Stored data:
== Segment start ==

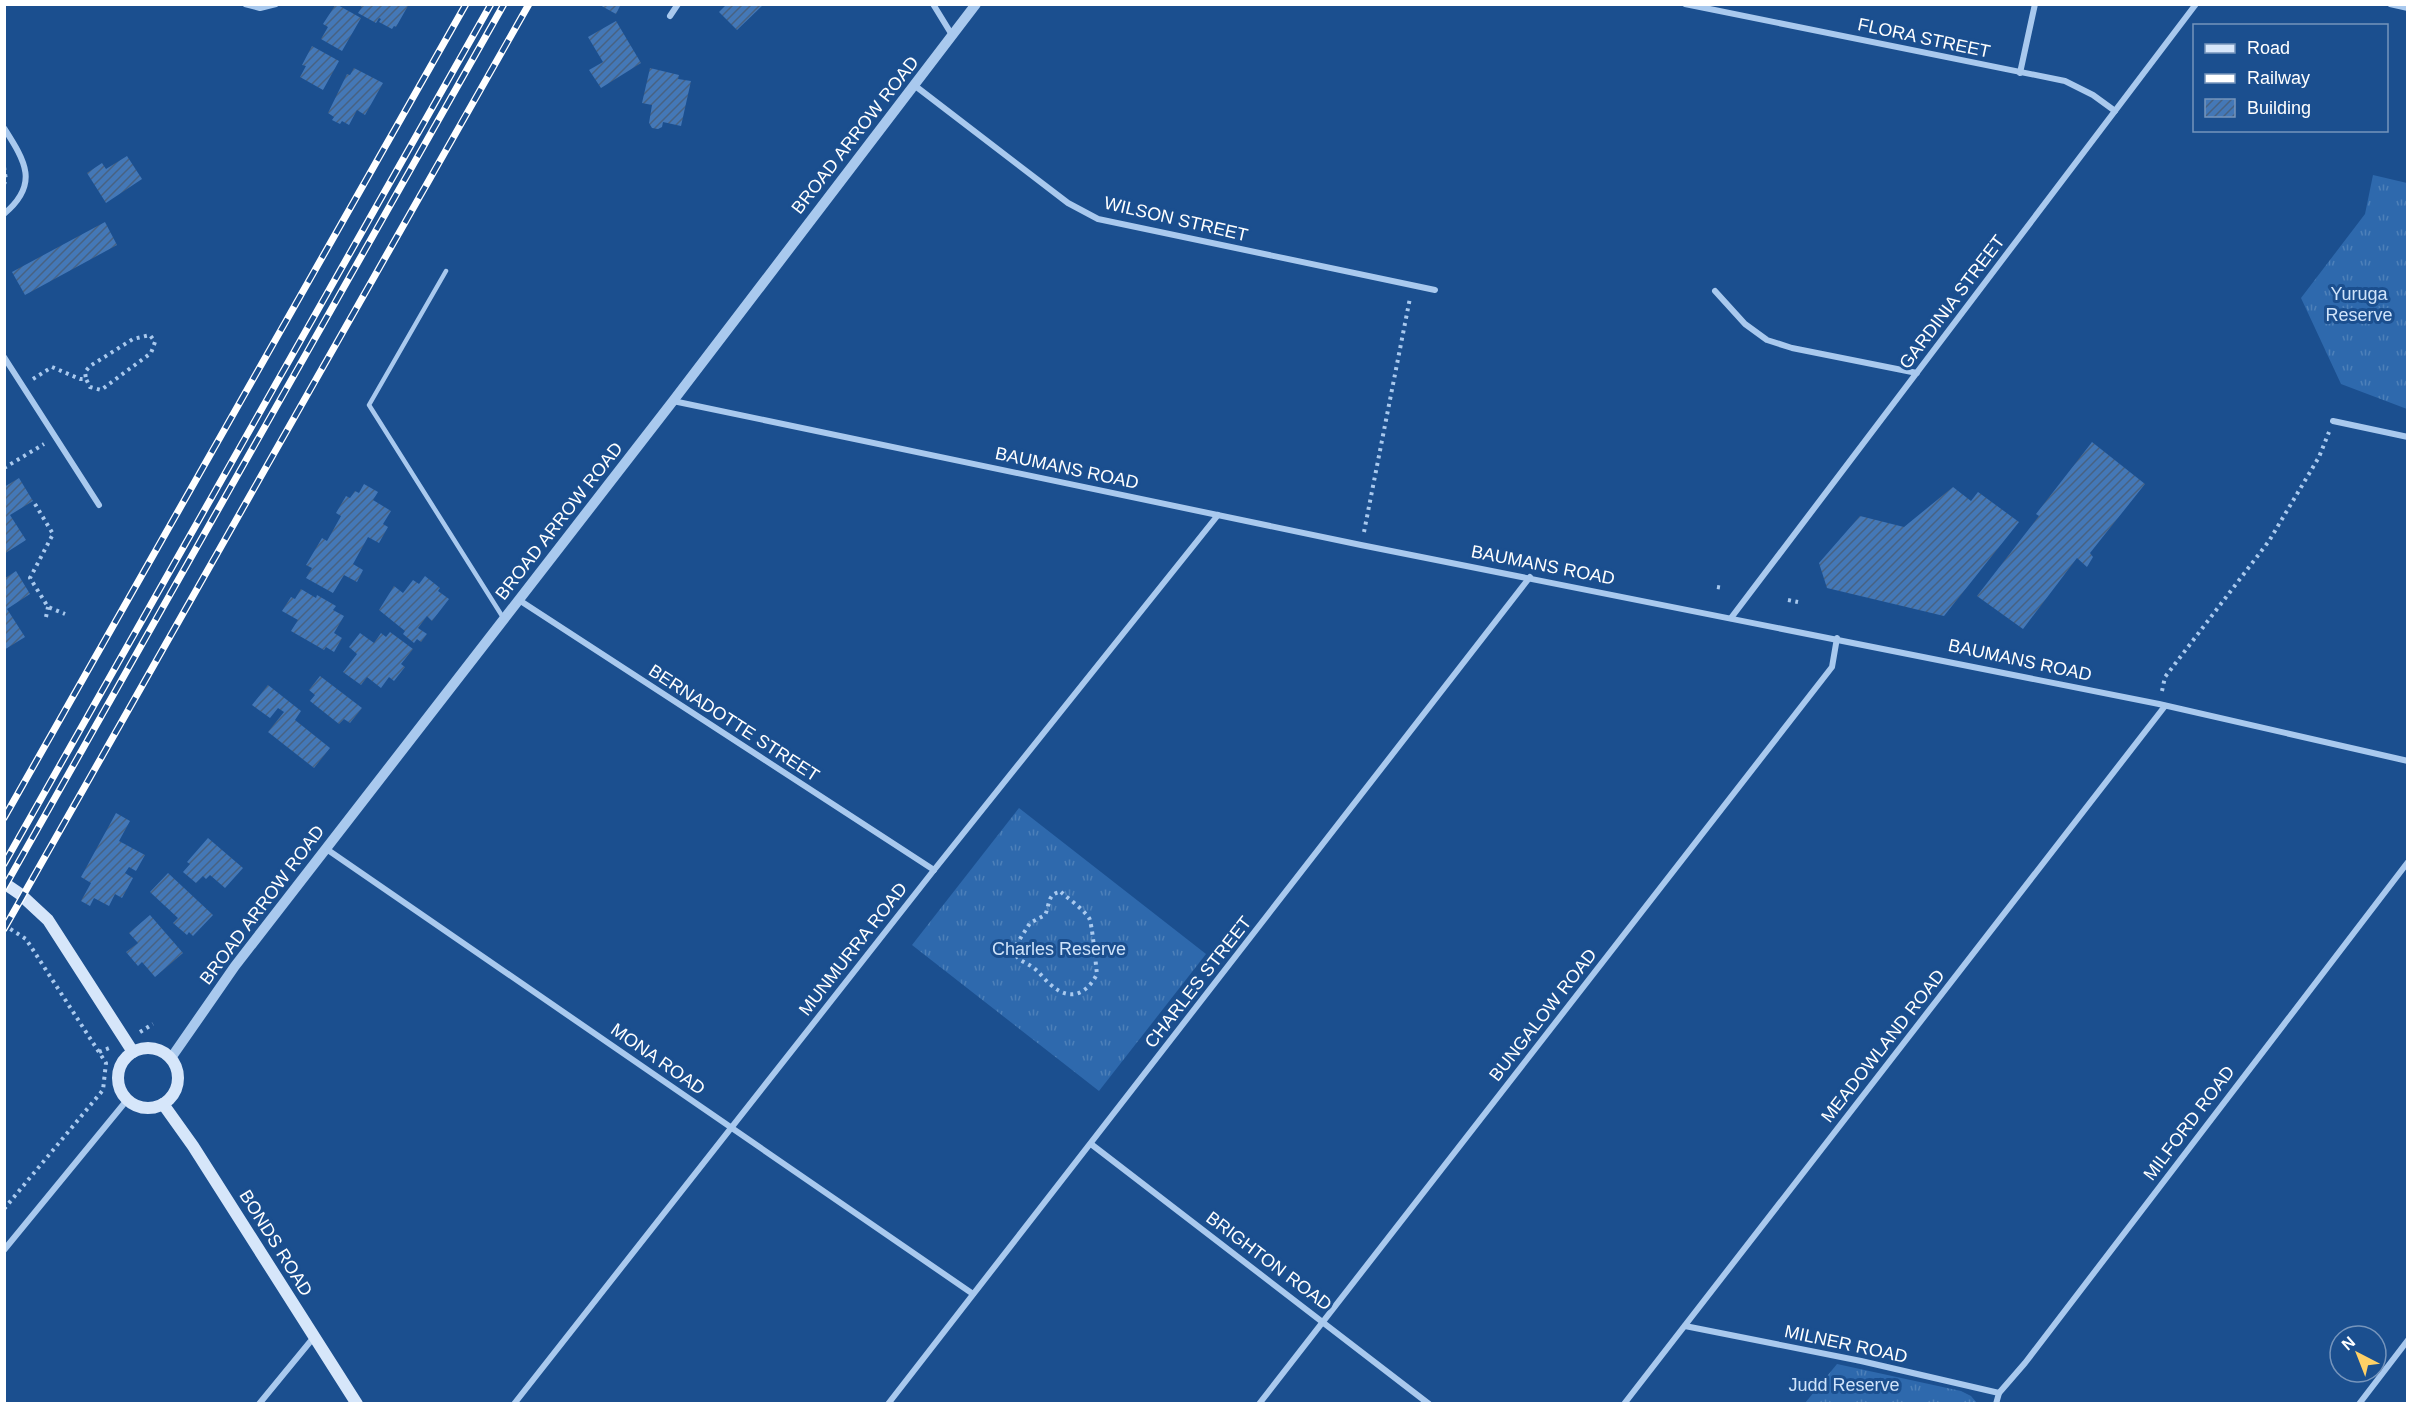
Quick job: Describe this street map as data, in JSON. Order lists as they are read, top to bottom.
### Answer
{
  "streets": {
    "main road": ["BONDS ROAD"],
    "street": [
      "FLORA STREET",
      "BROAD ARROW ROAD",
      "WILSON STREET",
      "GARDINIA STREET",
      "BAUMANS ROAD",
      "BERNADOTTE STREET",
      "MUNMURRA ROAD",
      "CHARLES STREET",
      "BUNGALOW ROAD",
      "MEADOWLAND ROAD",
      "MONA ROAD",
      "MILFORD ROAD",
      "BRIGHTON ROAD",
      "MILNER ROAD"
    ]
  },
  "crossings": [
    ["FLORA STREET", "GARDINIA STREET"],
    ["BROAD ARROW ROAD", "WILSON STREET"],
    ["BROAD ARROW ROAD", "BAUMANS ROAD"],
    ["BROAD ARROW ROAD", "BERNADOTTE STREET"],
    ["BROAD ARROW ROAD", "MONA ROAD"],
    ["BROAD ARROW ROAD", "BONDS ROAD"],
    ["GARDINIA STREET", "BAUMANS ROAD"],
    ["BAUMANS ROAD", "MUNMURRA ROAD"],
    ["BAUMANS ROAD", "CHARLES STREET"],
    ["BAUMANS ROAD", "BUNGALOW ROAD"],
    ["BAUMANS ROAD", "MEADOWLAND ROAD"],
    ["BERNADOTTE STREET", "MUNMURRA ROAD"],
    ["MUNMURRA ROAD", "MONA ROAD"],
    ["CHARLES STREET", "MONA ROAD"],
    ["CHARLES STREET", "BRIGHTON ROAD"],
    ["BUNGALOW ROAD", "BRIGHTON ROAD"],
    ["MEADOWLAND ROAD", "MILNER ROAD"],
    ["MILFORD ROAD", "MILNER ROAD"]
  ],
  "parks": ["Yuruga Reserve", "Charles Reserve", "Judd Reserve"],
  "legend": ["Road", "Railway", "Building"],
  "north": "top left"
}
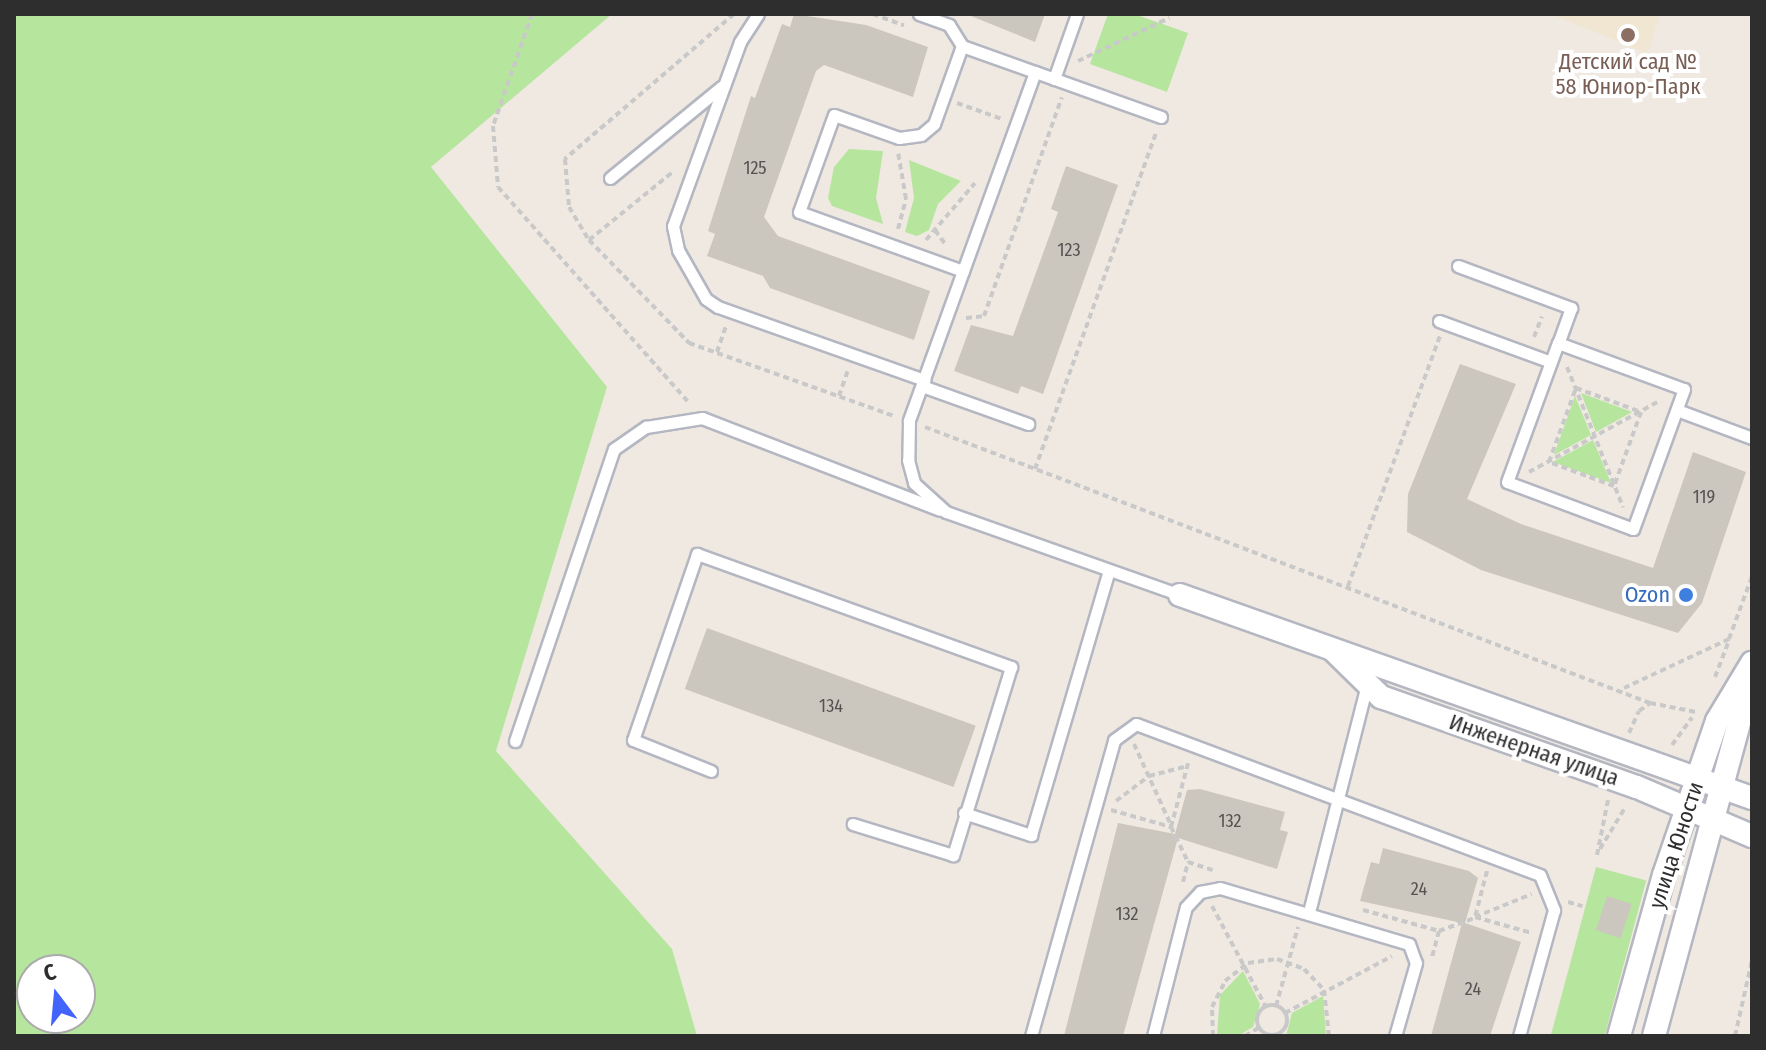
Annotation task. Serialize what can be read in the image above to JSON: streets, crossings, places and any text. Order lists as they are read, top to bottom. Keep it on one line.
{"streets":{"street":["Инженерная улица","улица Юности"]},"crossings":[["Инженерная улица","улица Юности"]],"places":["Детский сад № 58 Юниор-Парк","Ozon"],"house_numbers":["125","123","119","134","132","24","132","24"],"north":"top"}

== Segment end ==

Work item: Where a line above contains the string "read", copy that line.

Answer space:
Quick job: Describe this street map as data, in JSON. Order lists as they are read, top to bottom.
Annotation task. Serialize what can be read in the image above to JSON: streets, crossings, places and any text. Order lists as they are read, top to bottom. Keep it on one line.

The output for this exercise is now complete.